* [WORK TO BE COMPLETED]:
Copy each line of the data below exactly, leaving out pictures.

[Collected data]
-------
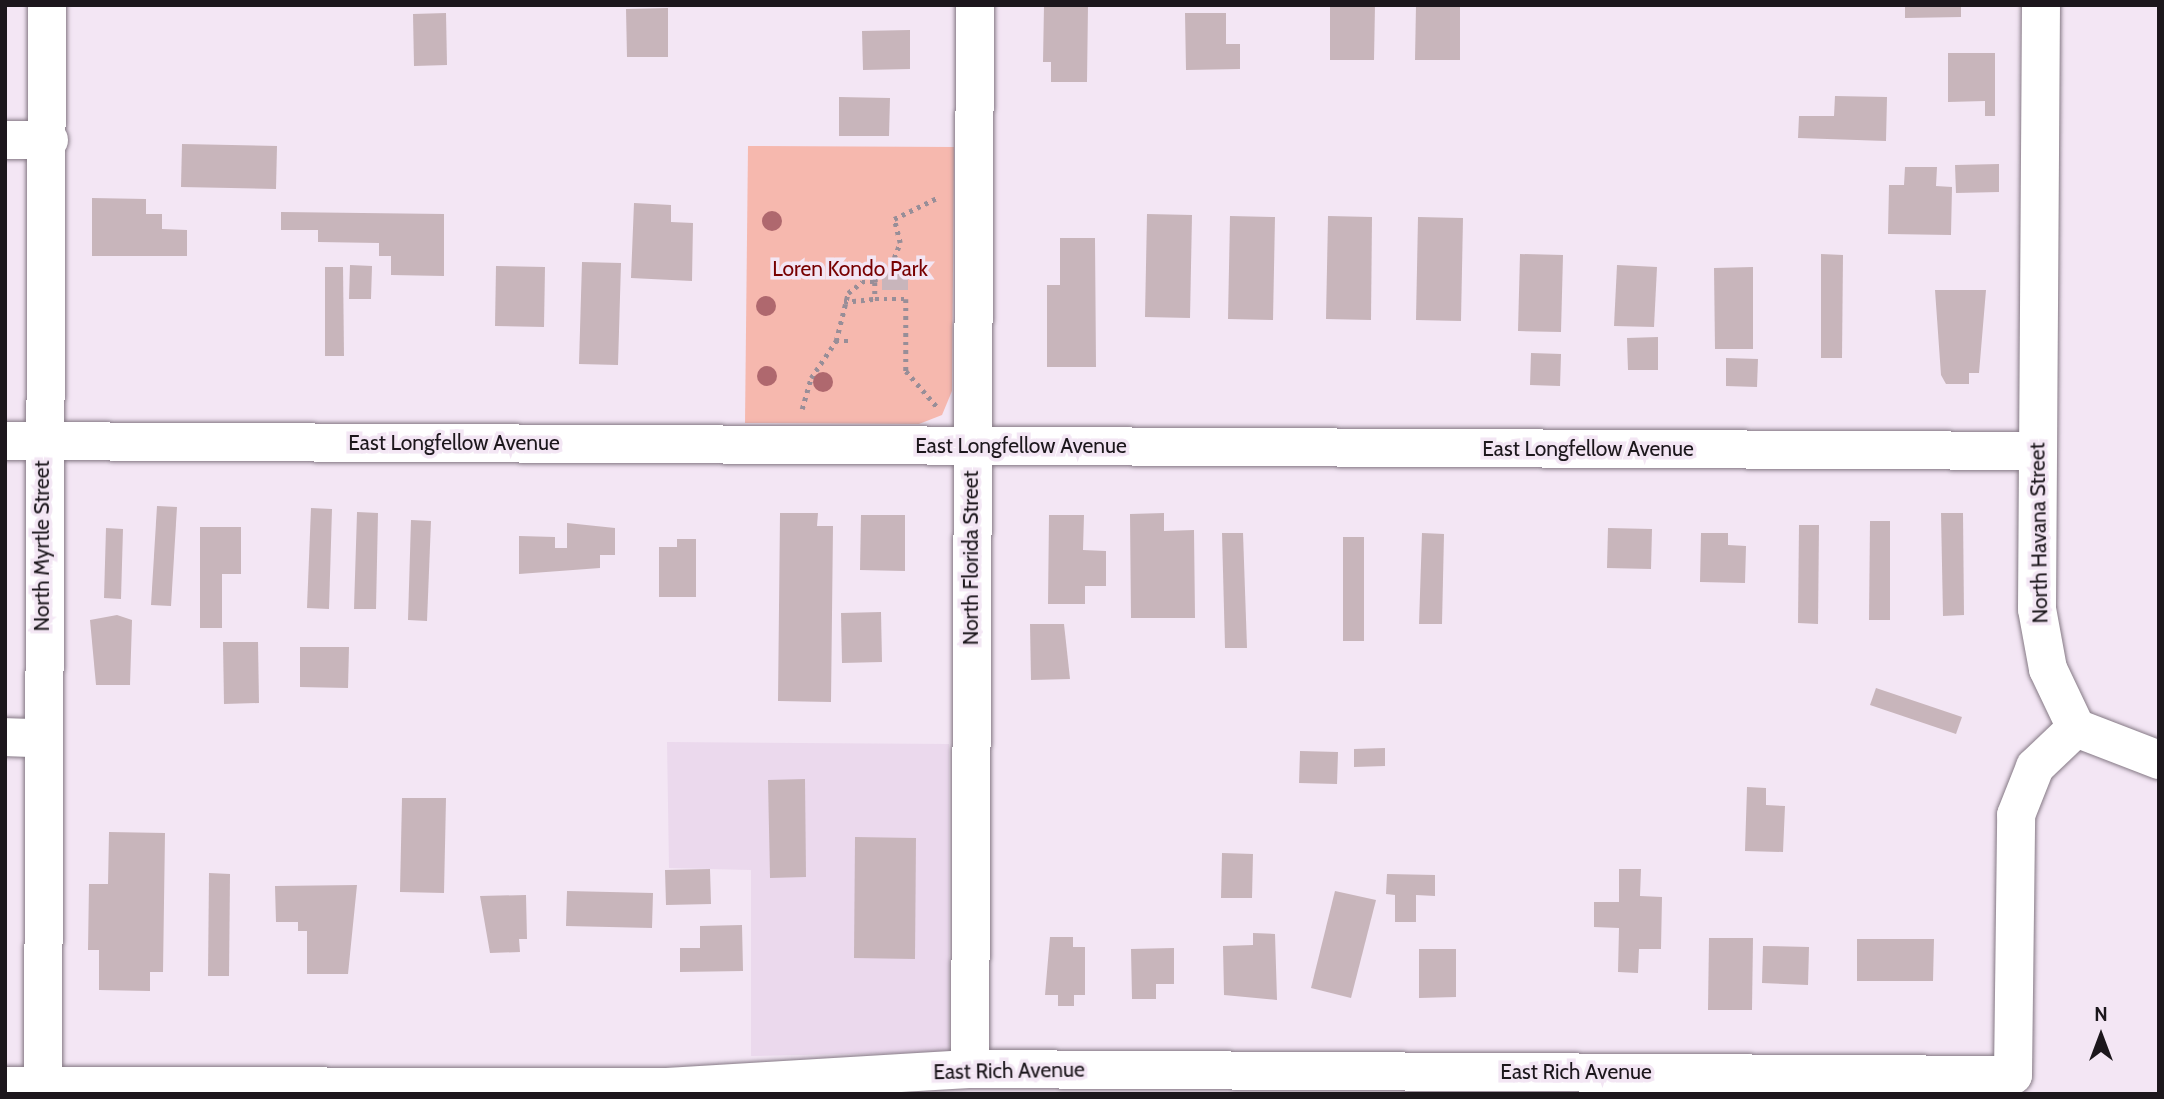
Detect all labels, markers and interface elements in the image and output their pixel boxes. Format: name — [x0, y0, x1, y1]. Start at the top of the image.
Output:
park label: Loren Kondo Park — [772, 256, 928, 282]
street label: East Longfellow Avenue — [348, 430, 560, 456]
street label: East Longfellow Avenue — [915, 433, 1127, 459]
street label: East Longfellow Avenue — [1482, 436, 1694, 462]
street label: North Havana Street — [2025, 442, 2053, 624]
street label: North Myrtle Street — [29, 460, 55, 632]
street label: North Florida Street — [958, 471, 984, 645]
north arrow — [2066, 1001, 2136, 1071]
text: N — [2094, 1003, 2108, 1026]
street label: East Rich Avenue — [933, 1057, 1085, 1085]
street label: East Rich Avenue — [1500, 1059, 1652, 1085]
-------
* [REPLY]:
Detect all labels, markers and interface elements in the image and output their pixel boxes. Format: name — [x0, y0, x1, y1]. Start at the top of the image.
Output:
park label: Loren Kondo Park — [772, 256, 928, 282]
street label: East Longfellow Avenue — [348, 430, 560, 456]
street label: East Longfellow Avenue — [915, 433, 1127, 459]
street label: East Longfellow Avenue — [1482, 436, 1694, 462]
street label: North Havana Street — [2025, 442, 2053, 624]
street label: North Myrtle Street — [29, 460, 55, 632]
street label: North Florida Street — [958, 471, 984, 645]
north arrow — [2066, 1001, 2136, 1071]
text: N — [2094, 1003, 2108, 1026]
street label: East Rich Avenue — [933, 1057, 1085, 1085]
street label: East Rich Avenue — [1500, 1059, 1652, 1085]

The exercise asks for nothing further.